Monday, March 20, 2006

A Little Agency Goes a Long Way.

For some reason I'd like to talk about agency.
It seems like a good concept,
at least in theory it does.
But so many people seem to have a problem with it.

Let's examine for a moment the principle of Agency in relationships.

Let me start by stating my basic premise:
I believe people ought to be able to exercise their agency,
especially when it comes to important circumstances, such as
Relationships. I believe that no one and nothing should be able to,
or be forced to take it from you. I believe people should and can be happy with their decisions.

Sometimes however people seem to think that Agency is good as long as it benefits me.

Example: Many girls just happen to live in the same place.
(some people call them apartments)
These girls are hetrosexual, and thus would date guys.
These girls know a guy.
Which girls does he date?

Obviously this is a stupid question.
and yet at this point many people would answer it.

Lets assume that this guy does date, at least sometimes maybe.
So here's the question. Should he decide or should they decide?
Should he pick one? or does he even have to pick?
Or do they vote on it. Maybe date through democracy.
(hey democracy's not that bad, I mean look at America, Slick willy was very bright,
and G W at least has some morals.

Or perhaps we could play this a different way.
Maybe it should be first come first served.

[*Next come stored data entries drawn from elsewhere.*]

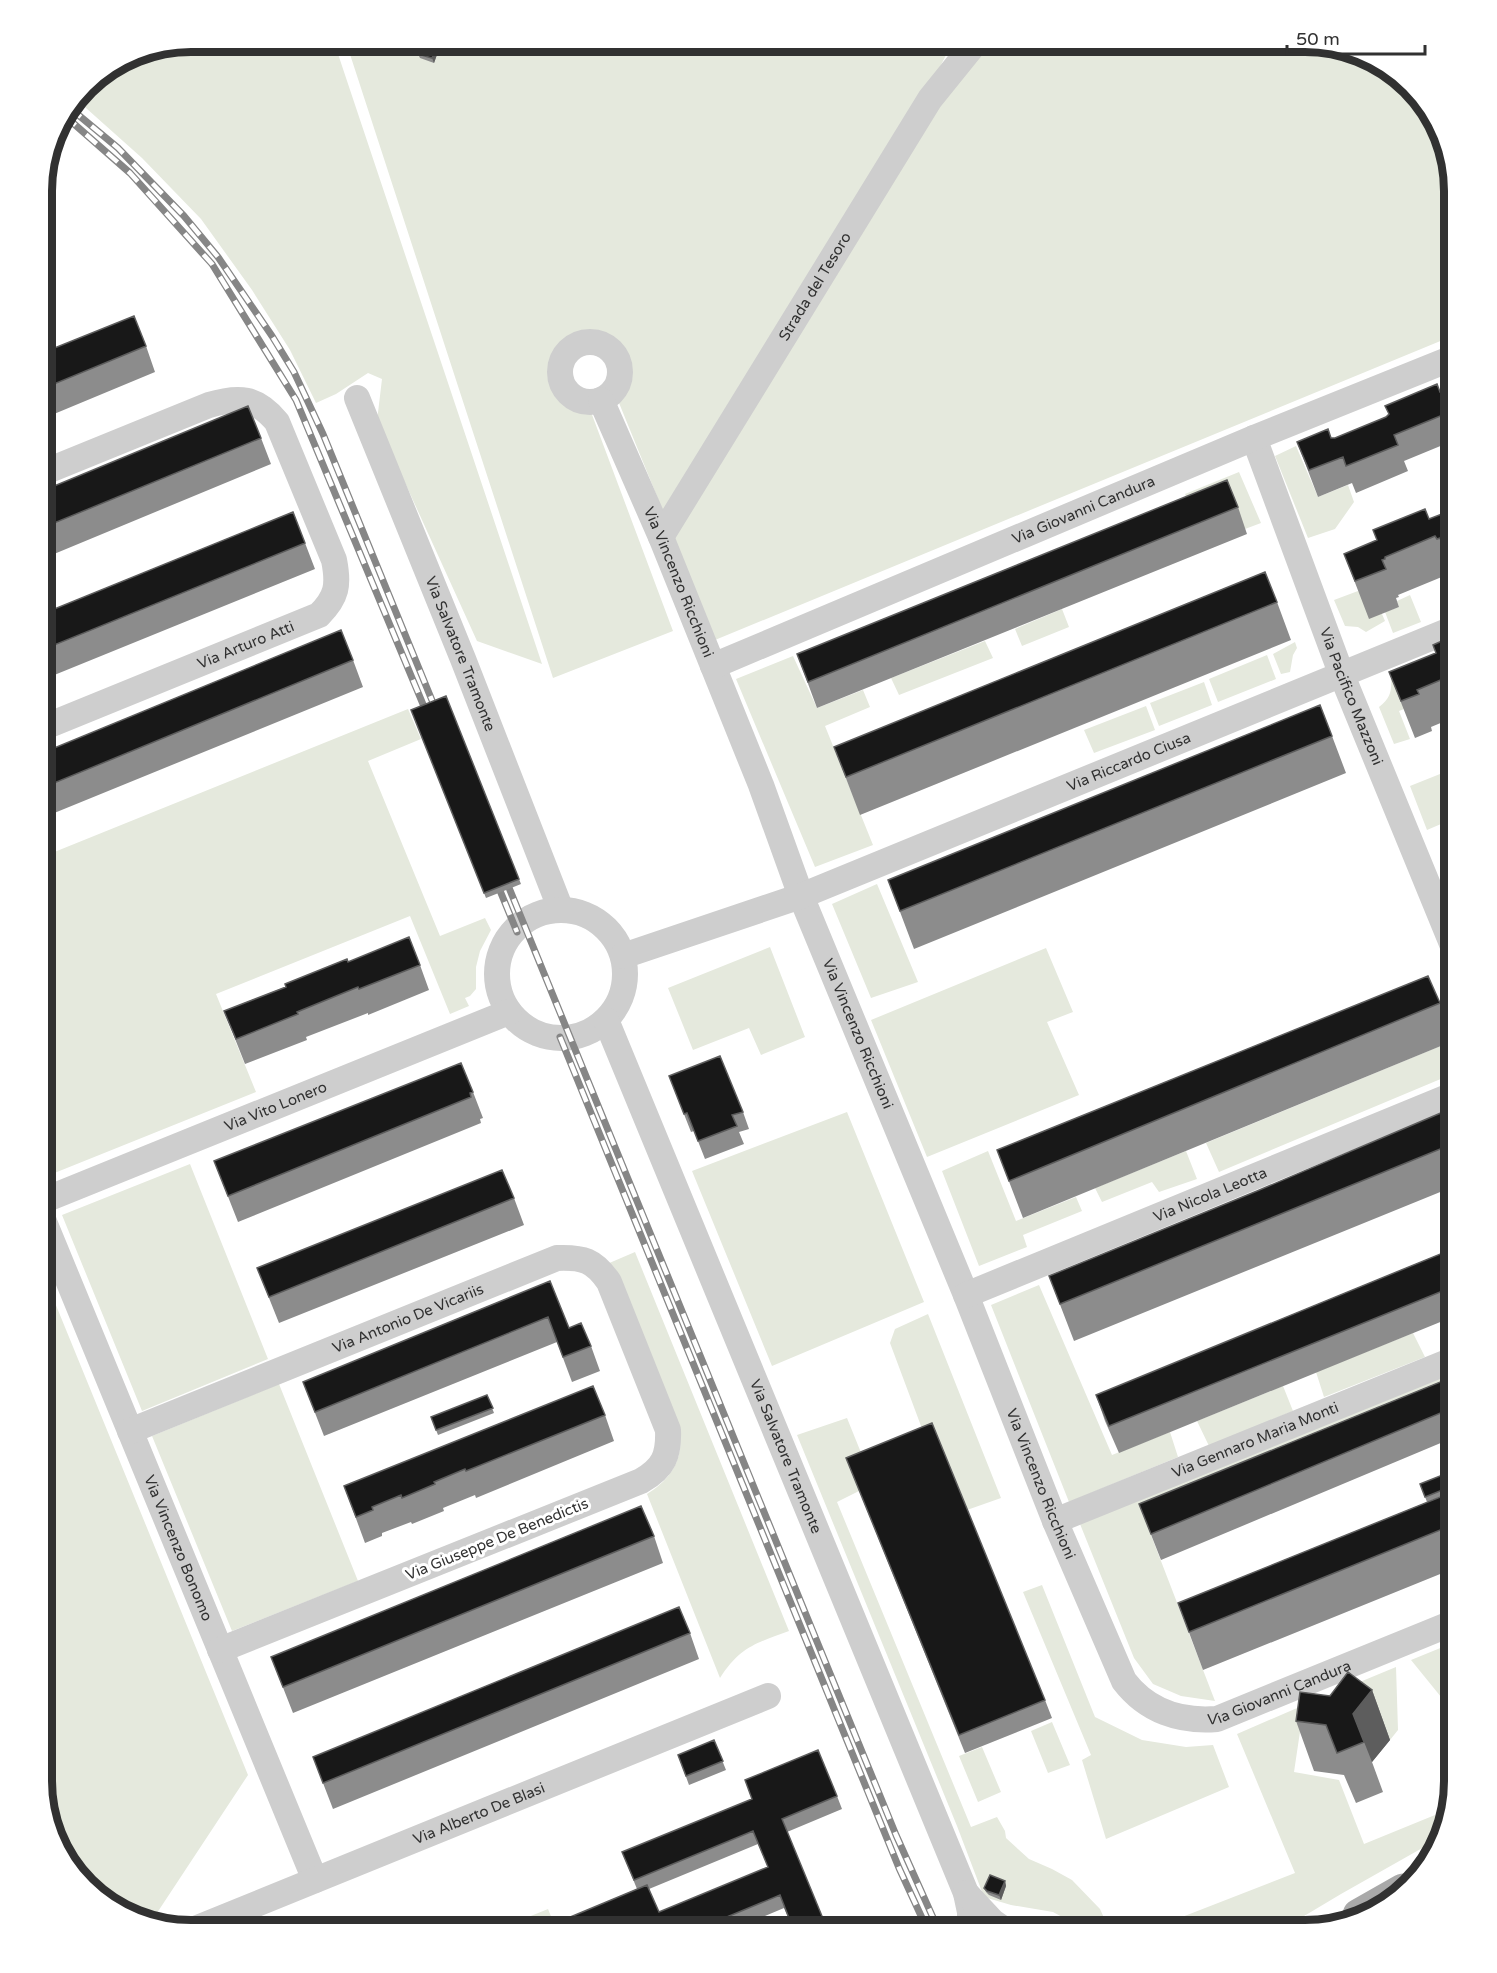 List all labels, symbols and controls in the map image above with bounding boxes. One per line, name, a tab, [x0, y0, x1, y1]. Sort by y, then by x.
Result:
scale bar	[1287, 18, 1425, 56]
text: 50 m	[1296, 28, 1340, 50]
street label: Strada del Tesoro	[775, 229, 855, 344]
street label: Via Giovanni Candura	[1009, 472, 1158, 548]
street label: Via Vincenzo Ricchioni	[640, 504, 718, 660]
street label: Via Salvatore Tramonte	[421, 574, 499, 734]
street label: Via Arturo Atti	[195, 617, 297, 673]
street label: Via Pacifico Mazzoni	[1316, 625, 1387, 768]
street label: Via Riccardo Ciusa	[1064, 728, 1193, 795]
street label: Via Vincenzo Ricchioni	[819, 956, 897, 1112]
street label: Via Vito Lonero	[222, 1078, 330, 1135]
street label: Via Nicola Leotta	[1151, 1163, 1270, 1226]
street label: Via Antonio De Vicariis	[330, 1280, 486, 1357]
street label: Via Salvatore Tramonte	[746, 1377, 826, 1536]
street label: Via Gennaro Maria Monti	[1169, 1398, 1341, 1482]
street label: Via Vincenzo Ricchioni	[1003, 1406, 1079, 1562]
street label: Via Vincenzo Bonomo	[140, 1472, 216, 1624]
street label: Via Giuseppe De Benedictis	[403, 1494, 591, 1584]
street label: Via Giovanni Candura	[1207, 1656, 1354, 1729]
street label: Via Alberto De Blasi	[411, 1779, 547, 1848]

How about this one girl selects this guy as hers, then clearly shares this idea with everyone.
Everyone that is except the guy, that would be a sin.

Months even years may go by but some how this guy has to use his telepathy to figure out that he is supposed to be dating this girl. She may be his type, and she may not, but that is not his to decide, at least not yet.

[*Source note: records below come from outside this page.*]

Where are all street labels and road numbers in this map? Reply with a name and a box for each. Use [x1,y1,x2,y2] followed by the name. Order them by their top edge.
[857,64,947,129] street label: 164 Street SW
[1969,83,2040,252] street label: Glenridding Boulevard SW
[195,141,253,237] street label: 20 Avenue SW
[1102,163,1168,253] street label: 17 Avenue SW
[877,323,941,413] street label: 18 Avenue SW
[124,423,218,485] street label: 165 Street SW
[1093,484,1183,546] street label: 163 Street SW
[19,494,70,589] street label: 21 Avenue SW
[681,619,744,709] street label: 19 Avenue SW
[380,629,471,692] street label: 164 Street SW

I hope this has never happened to you, cause if you ask me it sounds ludicrous.

So who does he date?
well who does he want to date?
And who is showing interest? Not in a subtle way,
because most of us guys don't do as well with the subtlety as girls do.

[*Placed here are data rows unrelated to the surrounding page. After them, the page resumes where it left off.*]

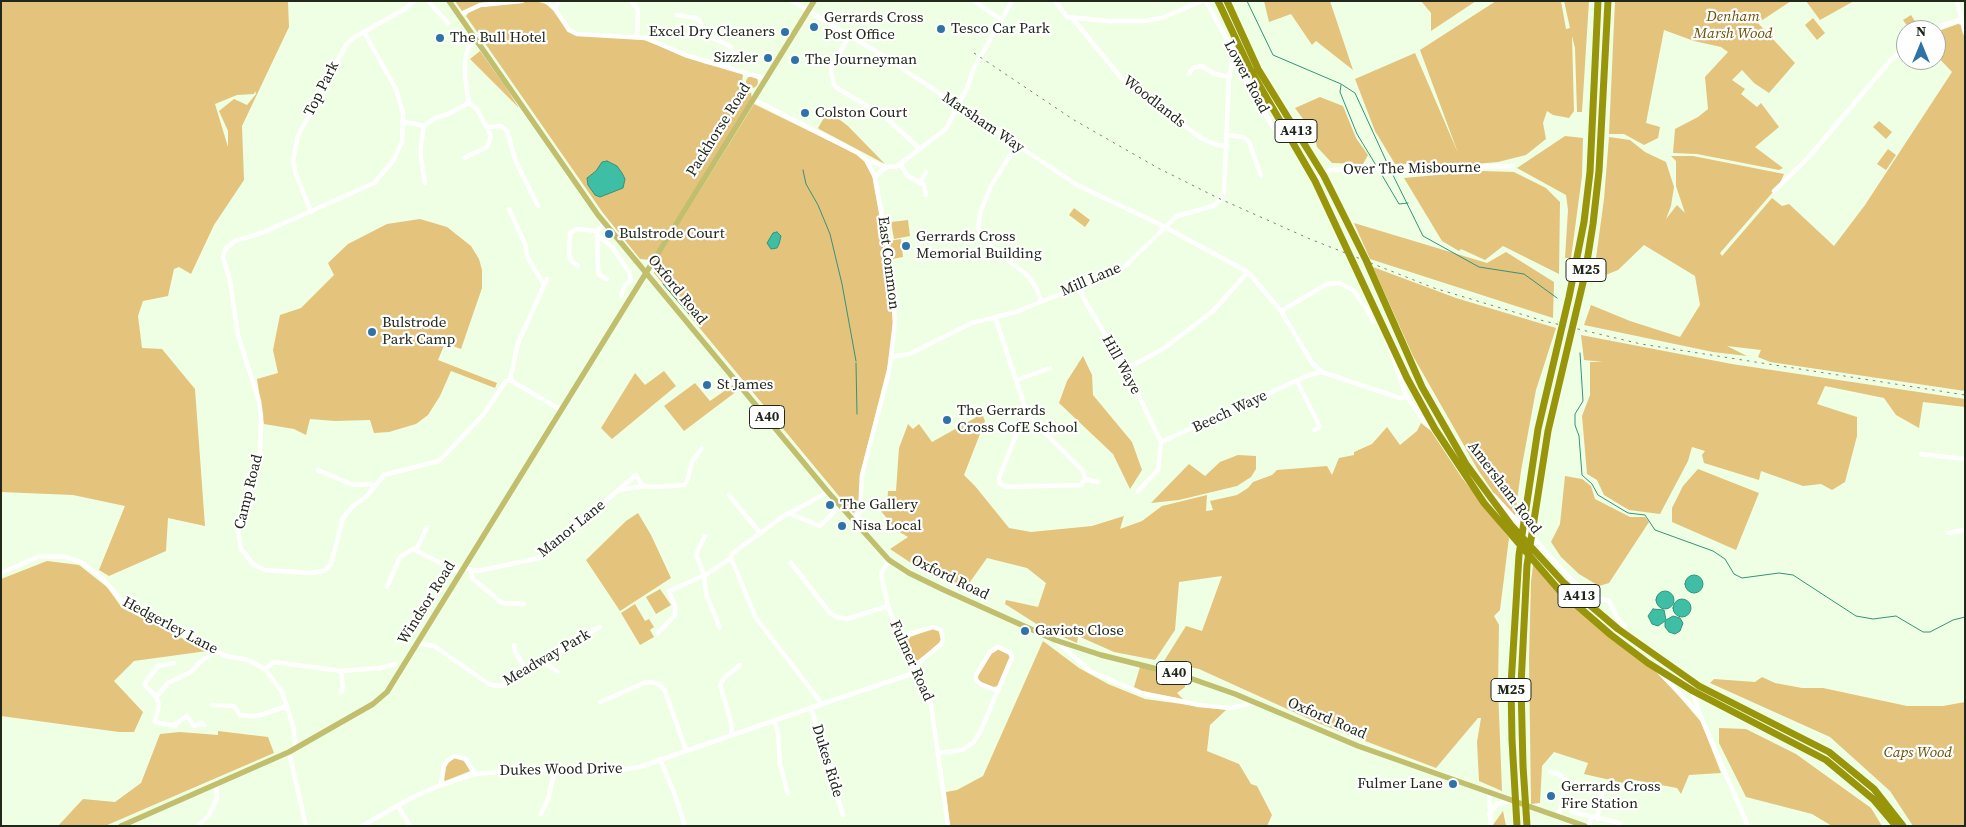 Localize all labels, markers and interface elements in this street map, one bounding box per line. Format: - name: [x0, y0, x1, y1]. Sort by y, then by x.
- park label: Denham Marsh Wood: [1693, 8, 1773, 43]
- place label: Gerrards Cross Post Office: [824, 9, 924, 44]
- place label: Tesco Car Park: [951, 20, 1050, 38]
- north arrow: [1896, 20, 1946, 70]
- marker: Gerrards Cross Post Office: [808, 21, 820, 33]
- text: N: [1916, 21, 1926, 41]
- place label: Excel Dry Cleaners: [649, 23, 775, 41]
- marker: Tesco Car Park: [935, 23, 947, 35]
- marker: Excel Dry Cleaners: [779, 26, 791, 38]
- place label: The Bull Hotel: [450, 29, 546, 47]
- marker: The Bull Hotel: [434, 32, 446, 44]
- street label: Lower Road: [1219, 38, 1273, 116]
- place label: Sizzler: [714, 49, 758, 67]
- place label: The Journeyman: [805, 51, 917, 69]
- marker: Sizzler: [762, 52, 774, 64]
- marker: The Journeyman: [789, 54, 801, 66]
- street label: Top Park: [301, 59, 343, 119]
- street label: Woodlands: [1119, 72, 1189, 132]
- street label: Packhorse Road: [683, 80, 755, 180]
- street label: Marsham Way: [938, 89, 1028, 157]
- place label: Colston Court: [815, 104, 907, 122]
- marker: Colston Court: [799, 107, 811, 119]
- road number: A413: [1275, 120, 1317, 142]
- street label: Over The Misbourne: [1343, 159, 1481, 179]
- street label: East Common: [873, 215, 903, 311]
- place label: Bulstrode Court: [619, 225, 725, 243]
- marker: Bulstrode Court: [603, 228, 615, 240]
- place label: Gerrards Cross Memorial Building: [916, 228, 1042, 263]
- marker: Gerrards Cross Memorial Building: [900, 240, 912, 252]
- street label: Oxford Road: [644, 252, 710, 328]
- road number: M25: [1566, 258, 1606, 282]
- street label: Mill Lane: [1058, 259, 1124, 301]
- place label: Bulstrode Park Camp: [382, 314, 455, 349]
- marker: Bulstrode Park Camp: [366, 326, 378, 338]
- street label: Hill Waye: [1097, 332, 1145, 398]
- place label: St James: [717, 376, 773, 394]
- marker: St James: [701, 379, 713, 391]
- street label: Beech Waye: [1190, 387, 1270, 437]
- place label: The Gerrards Cross CofE School: [957, 402, 1078, 437]
- road number: A40: [750, 406, 784, 428]
- marker: The Gerrards Cross CofE School: [941, 414, 953, 426]
- street label: Amersham Road: [1463, 438, 1545, 538]
- street label: Camp Road: [231, 453, 267, 531]
- street label: Manor Lane: [535, 496, 609, 562]
- place label: The Gallery: [840, 496, 918, 514]
- marker: The Gallery: [824, 499, 836, 511]
- place label: Nisa Local: [852, 517, 922, 535]
- marker: Nisa Local: [836, 520, 848, 532]
- street label: Oxford Road: [908, 551, 992, 605]
- street label: Windsor Road: [394, 558, 460, 648]
- road number: A413: [1558, 584, 1600, 608]
- street label: Hedgerley Lane: [119, 593, 221, 659]
- street label: Fulmer Road: [885, 618, 937, 704]
- place label: Gaviots Close: [1035, 622, 1124, 640]
- marker: Gaviots Close: [1019, 625, 1031, 637]
- street label: Meadway Park: [500, 626, 594, 690]
- road number: A40: [1156, 661, 1192, 684]
- road number: M25: [1491, 678, 1531, 702]
- street label: Oxford Road: [1285, 694, 1369, 744]
- street label: Dukes Ride: [807, 722, 847, 800]
- park label: Caps Wood: [1884, 744, 1952, 762]
- street label: Dukes Wood Drive: [499, 760, 623, 780]
- place label: Fulmer Lane: [1357, 775, 1443, 793]
- marker: Fulmer Lane: [1447, 778, 1459, 790]
- place label: Gerrards Cross Fire Station: [1561, 778, 1661, 813]
- marker: Gerrards Cross Fire Station: [1545, 790, 1557, 802]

And once again why is anyone deciding at this point?

It seems that there is a much more logical method.
If he has any possible interest in someone, he should go out with them.
Once he has done this, he should still be able to go out with any of them.
He should go out with any, and or all of them,
to the extent of his, and her desires.

each and everyone of them should have equal right to choose,
and equal responsiblity to choose, who they will and will not date.

Let's face it after one date you don't often know very much.
So really none of them has any right of assumption.

Of course, once again there is an easier way.
and yes it involves talking, so for those of us who have trouble commuincating with members of the opposite sex, it may not be that much easier,
but, still better.

But here's the thing.
When a person makes a decision. Basically everyone should support it.
let me explain.
Say a guy chooses that he likes a girl.
if she feels the same way,
she should support his decision.

If she does not like him, and cannot foresee liking him, he should support her decision.
After all, how much can you really love a person, if you don't want what makes them happy.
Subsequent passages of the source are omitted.